"I muri sono luoghi essenziali". Dapprima la rivoluzione del '79, vista attraverso i graffiti e le scritte sul cemento della capitale. La cacciata dello scià, il benvenuto a Khomenei, le scritte anti americane, contro chi sosteneva il dittatore e il suo regime carcerario. Pareti fittamente marchiate, netturbini che si affrettano a pulirle, rivoluzionari che vincono quando... sono più veloci loro con la vernice che i netturbini con la spugna. La rivolta come esplosione di parole e segni: contro la Savak, per i martiri e i prigionieri politici. Giornalisti stranieri intervistano il popolo, che dice di fidarsi solo delle scritte sui muri e da lì trarre le informazioni, non certo dai media di regime.
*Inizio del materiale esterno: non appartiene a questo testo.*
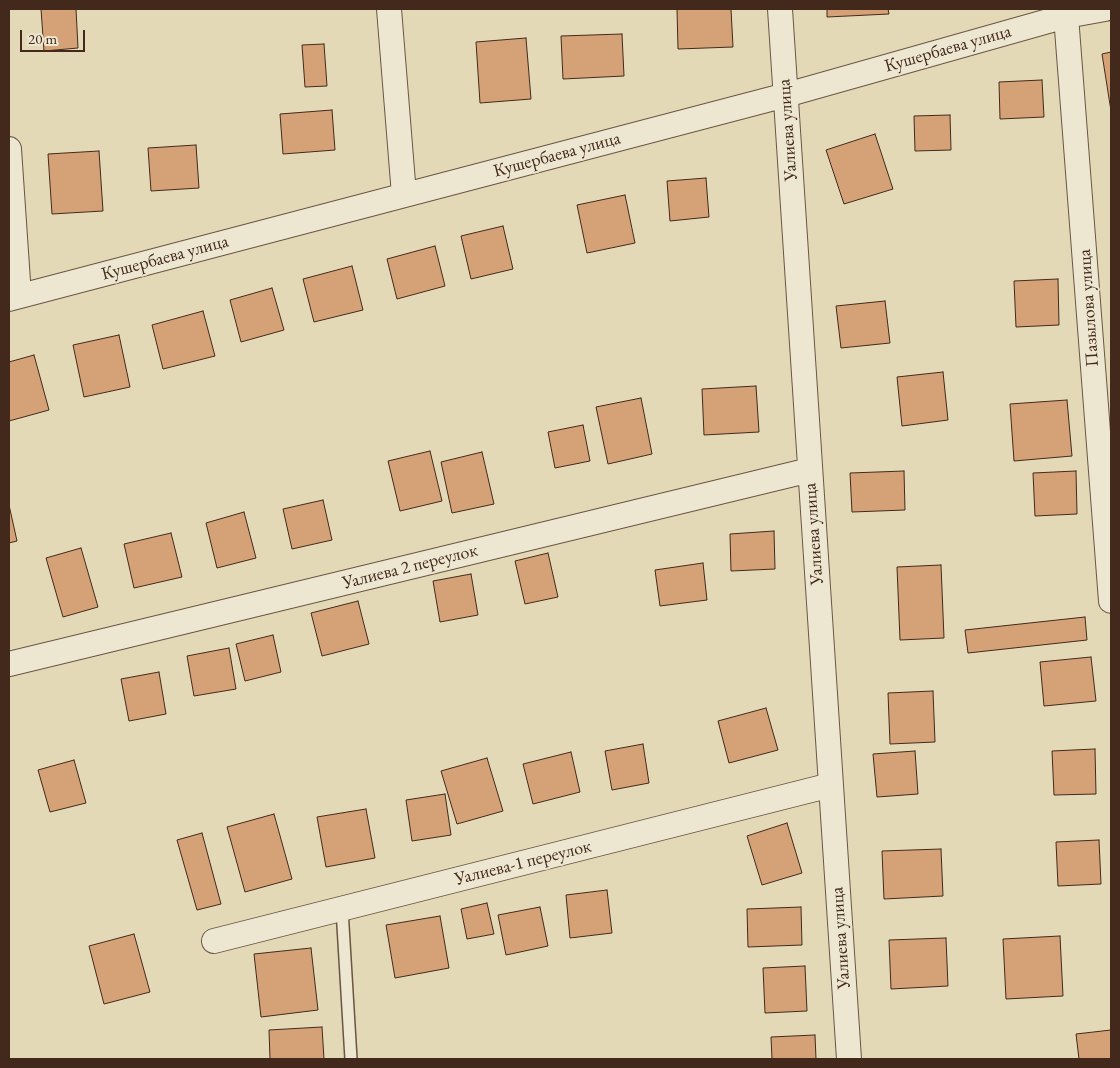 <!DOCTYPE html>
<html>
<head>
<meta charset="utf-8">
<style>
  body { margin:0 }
  #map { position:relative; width:1120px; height:1068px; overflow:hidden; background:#e4d9b7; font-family:"EB Garamond",serif }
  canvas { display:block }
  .frame { position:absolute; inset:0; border:10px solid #42291c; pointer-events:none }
  .scale { position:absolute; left:20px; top:30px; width:65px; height:22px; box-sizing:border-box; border:2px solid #42291c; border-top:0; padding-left:6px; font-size:15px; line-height:18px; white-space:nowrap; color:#42291c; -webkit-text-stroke:4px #ede6d0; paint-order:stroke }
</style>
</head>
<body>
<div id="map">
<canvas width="1120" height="1068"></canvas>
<div class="frame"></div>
<div class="scale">20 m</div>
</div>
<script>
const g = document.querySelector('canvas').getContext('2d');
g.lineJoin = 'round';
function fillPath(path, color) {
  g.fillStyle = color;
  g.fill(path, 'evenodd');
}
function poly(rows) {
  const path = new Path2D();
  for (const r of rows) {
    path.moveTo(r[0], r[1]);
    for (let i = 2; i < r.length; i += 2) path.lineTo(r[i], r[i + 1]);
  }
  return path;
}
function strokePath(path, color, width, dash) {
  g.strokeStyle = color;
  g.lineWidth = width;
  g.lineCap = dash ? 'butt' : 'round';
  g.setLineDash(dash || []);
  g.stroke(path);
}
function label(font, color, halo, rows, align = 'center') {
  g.font = font + ' "EB Garamond",serif';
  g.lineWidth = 4;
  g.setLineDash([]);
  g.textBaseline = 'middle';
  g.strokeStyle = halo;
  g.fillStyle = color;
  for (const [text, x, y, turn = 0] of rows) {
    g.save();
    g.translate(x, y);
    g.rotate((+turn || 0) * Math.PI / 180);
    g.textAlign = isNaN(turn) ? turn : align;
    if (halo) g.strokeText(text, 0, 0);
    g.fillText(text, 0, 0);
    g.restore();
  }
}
const building = poly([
  [41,9,76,9,78,48,44,51,41,9],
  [677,9,731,9,733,47,678,49,677,9],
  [827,9,888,9,889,14,827,17,827,9],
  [622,34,624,76,563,79,561,36,622,34],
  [526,38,531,99,480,103,476,42,526,38],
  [324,44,327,86,305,87,302,45,324,44],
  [1111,52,1111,111,1102,54,1111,52],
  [1042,80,1044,117,1000,119,999,82,1042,80],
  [332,110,335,150,283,154,280,114,332,110],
  [950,115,951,150,915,151,914,116,950,115],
  [875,134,893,189,844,204,826,150,875,134],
  [196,145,199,188,151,191,148,148,196,145],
  [99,151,103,211,52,214,48,154,99,151],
  [706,178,709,217,670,221,667,181,706,178],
  [625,195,635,243,587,253,577,205,625,195],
  [503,226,513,269,471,279,461,236,503,226],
  [435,246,445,286,397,299,387,259,435,246],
  [352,266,363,310,314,322,303,279,352,266],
  [1058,279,1059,325,1016,327,1014,281,1058,279],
  [272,288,284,330,241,342,230,300,272,288],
  [885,301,890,343,841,348,836,306,885,301],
  [203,311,215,356,163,369,152,325,203,311],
  [119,335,130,387,84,397,73,345,119,335],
  [34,355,49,410,9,421,9,362,34,355],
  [943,372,948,420,902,426,897,377,943,372],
  [756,386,759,432,704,435,702,389,756,386],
  [641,398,652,454,608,464,596,407,641,398],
  [1067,400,1072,456,1014,461,1010,404,1067,400],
  [583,425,590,461,555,468,548,432,583,425],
  [430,451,442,501,400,511,388,461,430,451],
  [482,452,494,504,452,513,441,462,482,452],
  [904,471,905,510,852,512,850,473,904,471],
  [1076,471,1077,514,1035,516,1033,473,1076,471],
  [323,500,332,540,292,549,283,509,323,500],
  [9,505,17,541,9,543,9,505],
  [244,512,256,558,217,568,206,523,244,512],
  [774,531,775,569,731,571,730,534,774,531],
  [171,533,182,577,134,588,124,544,171,533],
  [81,548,98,607,63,617,46,558,81,548],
  [548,553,558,597,525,604,515,561,548,553],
  [703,563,707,600,660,606,655,570,703,563],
  [941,565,944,638,900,640,897,567,941,565],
  [471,574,478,615,440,622,433,581,471,574],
  [358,601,369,644,322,656,311,613,358,601],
  [1085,617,1087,640,968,653,965,630,1085,617],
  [273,635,281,672,245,681,236,644,273,635],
  [229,648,236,689,194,696,187,656,229,648],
  [1091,657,1096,701,1044,706,1040,662,1091,657],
  [159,672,166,714,129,721,121,679,159,672],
  [933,691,935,742,890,744,888,693,933,691],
  [766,708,778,750,729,763,718,721,766,708],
  [643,744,649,783,612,790,605,751,643,744],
  [1095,749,1096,794,1054,795,1052,751,1095,749],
  [915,751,918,794,877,797,873,754,915,751],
  [571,752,580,792,533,804,523,764,571,752],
  [487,758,503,811,457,824,441,771,487,758],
  [74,760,86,803,50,812,38,770,74,760],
  [445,794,451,835,412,841,406,800,445,794],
  [366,809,375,858,326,867,317,817,366,809],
  [274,814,292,879,245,892,227,827,274,814],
  [787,823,802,873,762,885,747,836,787,823],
  [202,833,221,904,197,910,177,840,202,833],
  [1099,840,1101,884,1058,886,1056,842,1099,840],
  [941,849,943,896,884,899,882,851,941,849],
  [607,890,612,933,570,938,566,895,607,890],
  [487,903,494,934,467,939,461,909,487,903],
  [540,907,548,946,506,955,498,915,540,907],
  [801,907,802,945,748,947,747,909,801,907],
  [440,916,449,968,395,978,386,925,440,916],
  [134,934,150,992,104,1004,89,946,134,934],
  [1060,936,1063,996,1006,999,1003,939,1060,936],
  [946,938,948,986,891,989,889,940,946,938],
  [311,948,318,1010,261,1017,254,954,311,948],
  [805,966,807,1011,765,1013,763,968,805,966],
  [322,1027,324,1059,270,1059,269,1030,322,1027],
  [1111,1030,1111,1059,1079,1059,1076,1034,1111,1030],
  [815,1035,816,1059,772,1059,771,1037,815,1035]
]);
fillPath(building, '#d5a277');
strokePath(building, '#42291c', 1);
const lane = poly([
  [342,909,351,1059]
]);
const street = poly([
  [389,9,404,195],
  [780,9,849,1059],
  [1066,16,1111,601],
  [9,149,19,296],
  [9,299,786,95,1066,16,1105,9],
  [9,664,810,470],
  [214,941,831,785]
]);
strokePath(lane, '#6a5543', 14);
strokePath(street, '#6a5543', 26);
strokePath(lane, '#ede6d0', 11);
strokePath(street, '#ede6d0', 24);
label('18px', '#42291c', '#ede6d0', [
  ["Кушербаева улица",948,49,-16],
  ["Уалиева улица",788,130,-94],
  ["Кушербаева улица",557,155,-15],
  ["Кушербаева улица",165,258,-15],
  ["Пазылова улица",1089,308,-94],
  ["Уалиева улица",814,534,-94],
  ["Уалиева 2 переулок",410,567,-14],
  ["Уалиева-1 переулок",523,863,-14],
  ["Уалиева улица",841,938,-94]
]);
</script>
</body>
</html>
Poi il regime cambia, le vecchie scritte vengono corrette per la delusione di una rivoluzione tradita, che impartisce subito l'ordine di cancellare i graffiti. Tra i vari artefici della rivolta, sempre più disuniti, si instaura una guerra di parole. "Abbasso il maoismo, alleato della Savak e della Cia, abbasso l'imperialismo sovietico nemico dell'Iran", leggiamo tra le altre cose, sempre più anticomuniste, ma anche contro la minoranza curda, accusata di essere controrivoluzionaria.
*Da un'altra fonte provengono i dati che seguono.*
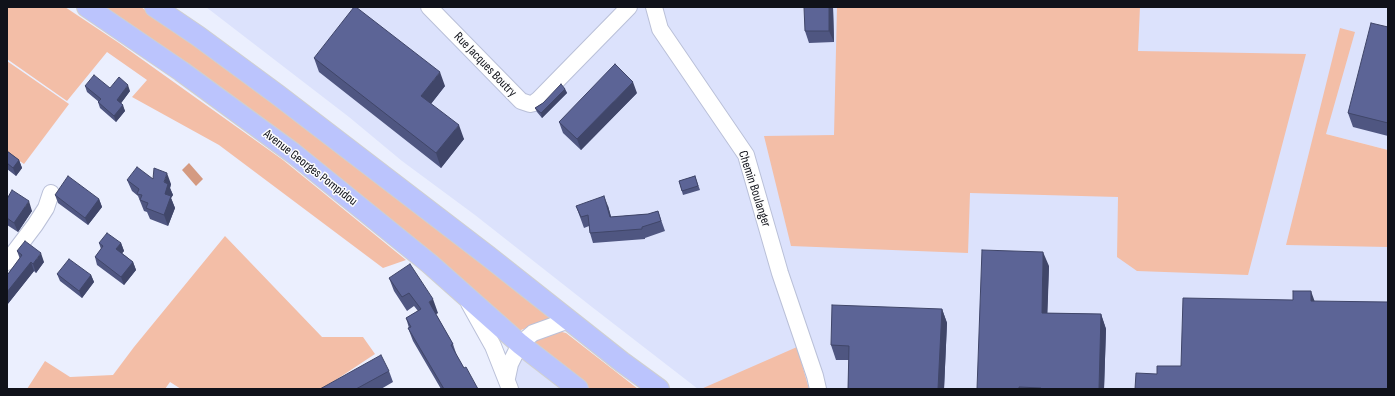 <!DOCTYPE html>
<style>
body{margin:0}
#map{position:relative;width:1395px;height:396px;overflow:hidden;background:#ebeffe;font-family:"Sofia Sans Condensed",sans-serif}
canvas{display:block}
.frame{position:absolute;inset:0;border:8px solid #10121a;pointer-events:none}
</style>
<div id="map">
<canvas width="1395" height="396"></canvas>
<div class="frame"></div>
</div>
<script>
const ctx = document.querySelector('canvas').getContext('2d');
ctx.lineJoin = 'round';
function paint(path, color) { ctx.fillStyle = color; ctx.fill(path, 'evenodd'); }
const toPath = rows => new Path2D(rows.map(r => 'M' + r).join(''));
function trace(path, color, width, dash) { ctx.strokeStyle = color; ctx.lineWidth = width; ctx.lineCap = dash ? 'butt' : 'round'; ctx.setLineDash(dash || []); ctx.stroke(path); }
function write(font, color, halo, rows, align = 'center') {
  ctx.font = font + ' "Sofia Sans Condensed",sans-serif'; ctx.lineWidth = 3; ctx.setLineDash([]); ctx.textBaseline = 'middle'; ctx.strokeStyle = halo; ctx.fillStyle = color; for (const [text, x, y, turn = 0] of rows) {
    ctx.save(); ctx.translate(x, y); ctx.rotate((+turn || 0) * Math.PI / 180); ctx.textAlign = isNaN(turn) ? turn : align; if (halo) ctx.strokeText(text, 0, 0); ctx.fillText(text, 0, 0); ctx.restore();
  }
}
paint(toPath([
 [206,7,1388,7,1388,150,1326,134,1388,198,1388,389,698,389,592,307,475,215,402,161,349,117],
 [512,347,568,389,503,389]
]), '#dce2fc');
paint(toPath([
 [7,7,65,7,119,43,283,160,406,260,383,268,219,145,132,97,147,80,107,52,67,101,7,59],
 [100,7,141,7,210,54,552,315,551,319,521,330,517,330],
 [837,7,1140,7,1138,51,1306,54,1248,275,1137,271,1117,257,1118,197,970,193,968,253,791,246,764,136,834,135],
 [1340,28,1355,32,1326,134,1388,150,1388,247,1286,245],
 [7,61,69,104,24,164,7,152],
 [225,236,322,337,363,337,375,354,322,389,181,389,170,382,165,389,27,389,45,361,70,377,113,375,134,347],
 [558,331,566,333,638,389,589,389,539,352,532,339],
 [797,347,809,389,701,389]
]), '#f3bea7');
paint(toPath([
 [189,163,203,179,196,186,182,170]
]), '#d49a81');
const minor = toPath([
 [429,7,521,101,530,104,534,103,538,100,629,7],
 [654,7,660,29,746,155,780,273,815,376,818,389],
 [7,262,35,225,46,208,51,193],
 [469,303,493,346,510,389],
 [507,378,510,364,520,344,533,333,569,320]
]);
const major = toPath([
 [87,7,181,71,293,153,430,264,520,344,578,389],
 [155,7,198,36,278,95,488,256,622,362,659,389]
]);
trace(minor, '#bac0d8', 18);
trace(major, '#cfd0d1', 22);
trace(minor, '#fff', 16);
trace(major, '#bbc4fd', 20);
paint(toPath([
 [833,7,834,42,809,43,805,31],
 [1388,27,1388,136,1353,127,1348,113],
 [314,58,445,86,431,104,464,139,441,168,319,72],
 [85,86,110,88,130,91,121,103,125,111,116,122,100,108,98,102,99,102,87,92],
 [565,89,567,93,542,118,537,112,535,108],
 [637,93,581,150,563,133,559,122],
 [7,151,19,160,22,168,16,176,7,169],
 [695,176,700,190,683,195,679,181],
 [153,179,171,184,170,188,173,195,171,198,175,208,168,226,150,219,147,212,144,211,138,196,132,191,127,180],
 [55,195,99,199,102,207,88,225,58,203],
 [7,199,32,211,18,232,7,225],
 [576,206,608,206,611,217,648,214,658,211,665,231,645,238,645,239,593,243,590,233,589,226,584,228],
 [99,243,121,243,124,251,122,253,133,262,136,270,124,285,97,265,95,257,101,249],
 [17,251,44,262,36,273,34,271,7,305,7,274,8,274,20,259],
 [1049,266,1047,313,1101,314,1106,329,1104,389,977,389],
 [57,274,91,275,94,282,82,298,60,281],
 [389,278,438,313,436,314,453,344,457,356,464,368,478,389,441,389,413,341,408,328,409,328,406,318,418,311,414,306,407,311,394,291],
 [942,309,947,323,944,389,848,389,849,360,836,360,831,345],
 [389,371,393,382,381,389,320,389]
]), '#4f5681');
paint(toPath([
 [829,7,833,7,834,42,829,31],
 [440,72,445,86,426,110,421,96],
 [633,82,637,93,581,150,577,139],
 [128,85,130,91,119,106,117,100],
 [565,89,567,93,542,118,541,113],
 [123,105,125,111,116,122,114,116],
 [459,125,464,139,441,168,436,153],
 [19,160,22,168,16,176,13,168],
 [167,173,171,184,170,188,173,195,171,198,175,208,168,226,164,215,165,194,164,182],
 [604,196,608,206,614,227,610,217],
 [99,199,102,207,88,225,85,218],
 [29,201,32,211,18,232,14,223],
 [121,243,124,251,119,257,116,249],
 [1043,252,1049,266,1047,327,1042,313],
 [41,253,44,262,36,273,33,264],
 [31,262,34,271,7,305,7,292],
 [133,262,136,270,124,285,121,277],
 [91,275,94,282,82,298,79,291],
 [1311,291,1316,305,1311,301],
 [433,299,438,313,434,315,429,302],
 [942,309,947,323,944,389,938,389],
 [1101,314,1106,329,1104,389,1099,389]
]), '#404669');
const building = toPath([
 [354,7,356,7,440,72,421,96,459,125,436,153,314,58,354,7],
 [804,7,829,7,829,31,805,31,804,7],
 [1371,23,1388,27,1388,123,1348,113,1371,23],
 [615,64,633,82,577,139,559,122,615,64],
 [94,75,110,88,119,77,128,85,117,100,123,105,114,116,98,102,101,99,85,86,94,75],
 [561,84,565,89,541,113,535,108,543,103,561,84],
 [7,151,19,160,13,168,7,163,7,151],
 [137,167,153,179,154,168,167,173,164,182,168,184,165,194,171,196,164,215,146,208,148,203,140,200,142,195,137,194,139,189,127,180,137,167],
 [68,176,99,199,85,218,55,195,68,176],
 [695,176,698,186,682,191,679,181,695,176],
 [12,190,29,201,14,223,7,218,7,199,12,190],
 [604,196,610,217,648,214,658,211,661,221,642,227,642,229,590,233,588,215,581,217,576,206,604,196],
 [107,233,121,243,116,249,133,262,121,277,95,257,103,246,99,243,107,233],
 [25,241,41,253,33,264,31,262,7,292,7,274,8,274,22,255,17,251,25,241],
 [982,250,1043,252,1042,313,1101,314,1099,389,1041,389,1041,388,1019,387,1019,389,977,389,982,250],
 [69,259,91,275,79,291,57,274,69,259],
 [410,264,433,299,429,302,453,344,451,345,464,368,466,367,478,389,444,389,408,328,411,327,406,318,421,309,409,293,402,297,389,278,410,264],
 [1293,291,1311,291,1311,301,1388,302,1388,389,1135,389,1136,373,1157,374,1157,366,1181,366,1183,298,1293,300,1293,291],
 [832,305,942,309,938,389,848,389,849,346,831,345,832,305],
 [381,355,389,371,356,389,320,389,381,355]
]);
paint(building, '#5c6496');
trace(building, '#404669', 1);
write('13px', '#10121a', '#fdfdfd', [
 ["Rue Jacques Boutry",485,65,46],
 ["Avenue Georges Pompidou",310,168,38],
 ["Chemin Boulanger",754,189,72]
]);
</script>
Però c'è poco tempo per i regolamenti di conti, l'aggressione irachena cambia l'agenda. "La guerra cristallizza la morte nelle immagini". I santini dei martiri diventano preponderanti.
E infine l'urbanizzazione selvaggia della capitale degli ultimi decenni, nuove parole e disegni, a denunciare scempi vecchi e nuovi.
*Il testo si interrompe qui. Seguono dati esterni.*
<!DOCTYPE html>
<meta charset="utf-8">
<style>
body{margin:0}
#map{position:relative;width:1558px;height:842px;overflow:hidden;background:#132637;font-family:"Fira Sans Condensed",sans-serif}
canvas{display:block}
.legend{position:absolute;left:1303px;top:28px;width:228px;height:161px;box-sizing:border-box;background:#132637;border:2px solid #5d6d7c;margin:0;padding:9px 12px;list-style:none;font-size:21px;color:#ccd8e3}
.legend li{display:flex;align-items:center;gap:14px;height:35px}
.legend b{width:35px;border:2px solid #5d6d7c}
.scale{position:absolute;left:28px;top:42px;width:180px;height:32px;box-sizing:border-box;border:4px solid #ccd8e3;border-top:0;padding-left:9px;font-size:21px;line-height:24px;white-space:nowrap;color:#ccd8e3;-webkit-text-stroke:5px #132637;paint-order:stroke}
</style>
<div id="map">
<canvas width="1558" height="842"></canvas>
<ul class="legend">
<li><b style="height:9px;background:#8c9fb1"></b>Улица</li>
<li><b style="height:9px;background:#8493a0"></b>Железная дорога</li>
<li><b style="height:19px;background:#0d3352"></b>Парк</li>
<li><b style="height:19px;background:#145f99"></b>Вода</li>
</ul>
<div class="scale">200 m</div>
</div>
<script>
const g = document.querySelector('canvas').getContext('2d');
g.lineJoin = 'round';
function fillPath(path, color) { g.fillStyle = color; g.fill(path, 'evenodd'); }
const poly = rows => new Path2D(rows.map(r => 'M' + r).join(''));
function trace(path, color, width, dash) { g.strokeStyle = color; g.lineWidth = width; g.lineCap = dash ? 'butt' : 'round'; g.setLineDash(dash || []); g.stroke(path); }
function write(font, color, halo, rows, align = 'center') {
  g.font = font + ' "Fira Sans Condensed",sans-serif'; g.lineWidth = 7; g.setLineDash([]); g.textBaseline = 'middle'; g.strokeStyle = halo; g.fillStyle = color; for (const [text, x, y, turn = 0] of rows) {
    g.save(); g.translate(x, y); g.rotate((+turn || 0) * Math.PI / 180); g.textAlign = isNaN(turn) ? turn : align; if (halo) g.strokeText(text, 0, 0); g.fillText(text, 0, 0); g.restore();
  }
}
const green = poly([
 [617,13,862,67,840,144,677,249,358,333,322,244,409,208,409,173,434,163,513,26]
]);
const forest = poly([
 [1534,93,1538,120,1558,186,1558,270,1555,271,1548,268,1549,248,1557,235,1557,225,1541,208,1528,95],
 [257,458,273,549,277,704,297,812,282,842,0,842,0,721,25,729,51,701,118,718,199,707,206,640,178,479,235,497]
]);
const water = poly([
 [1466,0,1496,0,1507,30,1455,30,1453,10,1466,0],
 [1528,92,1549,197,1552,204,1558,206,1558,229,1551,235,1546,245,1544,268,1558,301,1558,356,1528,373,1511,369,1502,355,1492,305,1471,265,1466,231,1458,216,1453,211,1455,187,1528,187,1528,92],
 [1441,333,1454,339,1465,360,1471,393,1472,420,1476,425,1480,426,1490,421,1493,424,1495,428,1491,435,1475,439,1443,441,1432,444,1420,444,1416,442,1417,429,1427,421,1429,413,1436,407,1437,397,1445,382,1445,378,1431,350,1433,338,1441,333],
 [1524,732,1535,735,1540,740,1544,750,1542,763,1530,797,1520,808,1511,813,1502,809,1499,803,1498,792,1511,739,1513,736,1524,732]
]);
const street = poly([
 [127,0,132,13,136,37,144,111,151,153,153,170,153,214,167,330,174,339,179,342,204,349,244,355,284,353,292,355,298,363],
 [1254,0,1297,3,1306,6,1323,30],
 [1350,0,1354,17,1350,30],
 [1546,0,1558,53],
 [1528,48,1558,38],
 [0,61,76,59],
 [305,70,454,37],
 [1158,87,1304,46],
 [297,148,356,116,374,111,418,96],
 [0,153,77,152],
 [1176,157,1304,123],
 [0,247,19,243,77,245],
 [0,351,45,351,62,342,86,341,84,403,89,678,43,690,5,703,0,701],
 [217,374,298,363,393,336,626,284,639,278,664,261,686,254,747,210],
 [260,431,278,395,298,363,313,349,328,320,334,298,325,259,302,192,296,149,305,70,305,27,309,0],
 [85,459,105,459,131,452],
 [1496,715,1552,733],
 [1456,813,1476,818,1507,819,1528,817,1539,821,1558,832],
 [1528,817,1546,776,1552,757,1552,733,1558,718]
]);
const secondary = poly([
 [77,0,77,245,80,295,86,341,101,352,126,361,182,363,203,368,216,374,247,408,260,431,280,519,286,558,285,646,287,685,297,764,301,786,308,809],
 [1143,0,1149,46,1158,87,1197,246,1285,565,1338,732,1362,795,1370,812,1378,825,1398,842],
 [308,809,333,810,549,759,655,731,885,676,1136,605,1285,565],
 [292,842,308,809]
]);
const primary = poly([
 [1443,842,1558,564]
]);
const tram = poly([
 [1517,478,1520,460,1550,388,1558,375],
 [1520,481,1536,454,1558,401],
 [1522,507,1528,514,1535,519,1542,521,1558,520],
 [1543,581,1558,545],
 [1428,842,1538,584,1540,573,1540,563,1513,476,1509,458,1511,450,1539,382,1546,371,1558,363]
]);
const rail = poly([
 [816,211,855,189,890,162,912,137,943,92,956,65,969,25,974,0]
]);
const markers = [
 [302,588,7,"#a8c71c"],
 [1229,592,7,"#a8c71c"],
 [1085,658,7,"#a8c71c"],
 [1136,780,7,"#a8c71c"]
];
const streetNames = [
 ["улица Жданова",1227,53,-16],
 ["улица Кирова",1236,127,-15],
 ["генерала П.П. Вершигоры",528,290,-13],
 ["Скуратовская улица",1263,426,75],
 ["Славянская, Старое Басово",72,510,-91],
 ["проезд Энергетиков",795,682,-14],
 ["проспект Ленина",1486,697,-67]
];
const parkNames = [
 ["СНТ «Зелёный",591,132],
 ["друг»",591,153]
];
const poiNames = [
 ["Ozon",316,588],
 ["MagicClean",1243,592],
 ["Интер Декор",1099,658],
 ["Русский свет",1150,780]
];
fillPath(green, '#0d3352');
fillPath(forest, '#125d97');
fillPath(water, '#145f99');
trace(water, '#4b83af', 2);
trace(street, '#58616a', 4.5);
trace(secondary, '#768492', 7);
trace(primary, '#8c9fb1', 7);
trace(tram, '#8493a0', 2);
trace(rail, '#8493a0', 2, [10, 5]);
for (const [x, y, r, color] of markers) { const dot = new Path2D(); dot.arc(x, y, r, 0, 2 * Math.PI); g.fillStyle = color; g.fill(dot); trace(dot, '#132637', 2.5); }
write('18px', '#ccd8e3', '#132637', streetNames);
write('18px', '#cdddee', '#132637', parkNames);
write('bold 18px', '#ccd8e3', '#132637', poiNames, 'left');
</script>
Dal mediometraggio che è costato a Keywan Karimi una condanna pesantissima, ci si poteva aspettare un pamphlet rabbioso e poco lucido. Invece "Writing on the City", documentario sui graffiti e i murales di Teheran, è un grande film, uno straordinario excursus sulla storia recente del Paese, vista da una prospettiva inedita. Parte da un ottimo lavoro di ricerca di immagini d'archivio delle diverse epoche, che manipola quel poco che basta per darne un'idea di dinamicità e soprattutto di profondità tridimensionale. Karimi non aveva fatto nulla di simile nei suoi film precedenti, se non in poche sequenze di "The Children of Depth", sulle carceri minorili.
Si vede che le scritte sono anche mal fatte, perché fatte di corsa. E perché - dice la voice over femminile - sono fatte dalla gente, non dagli artisti, e brulicano di collera e di odio. Ciò che da noi sarebbe bollato come imbrattamento, deturpamento, vandalismo, è invece espressione politica forte, anche quando confusa. Il regista invece ha le idee chiare e un controllo totale sulla materia, anche quando sfocia in un finale liberatorio, davvero situazionista.
Produzione iniziata nel 2012 e interrotta per l'arresto del regista seguito alla diffusione del trailer. Completata nel 2015. Nel 2017 "Writing on the City" è stato pubblicato per la prima volta in dvd, in edizione francese.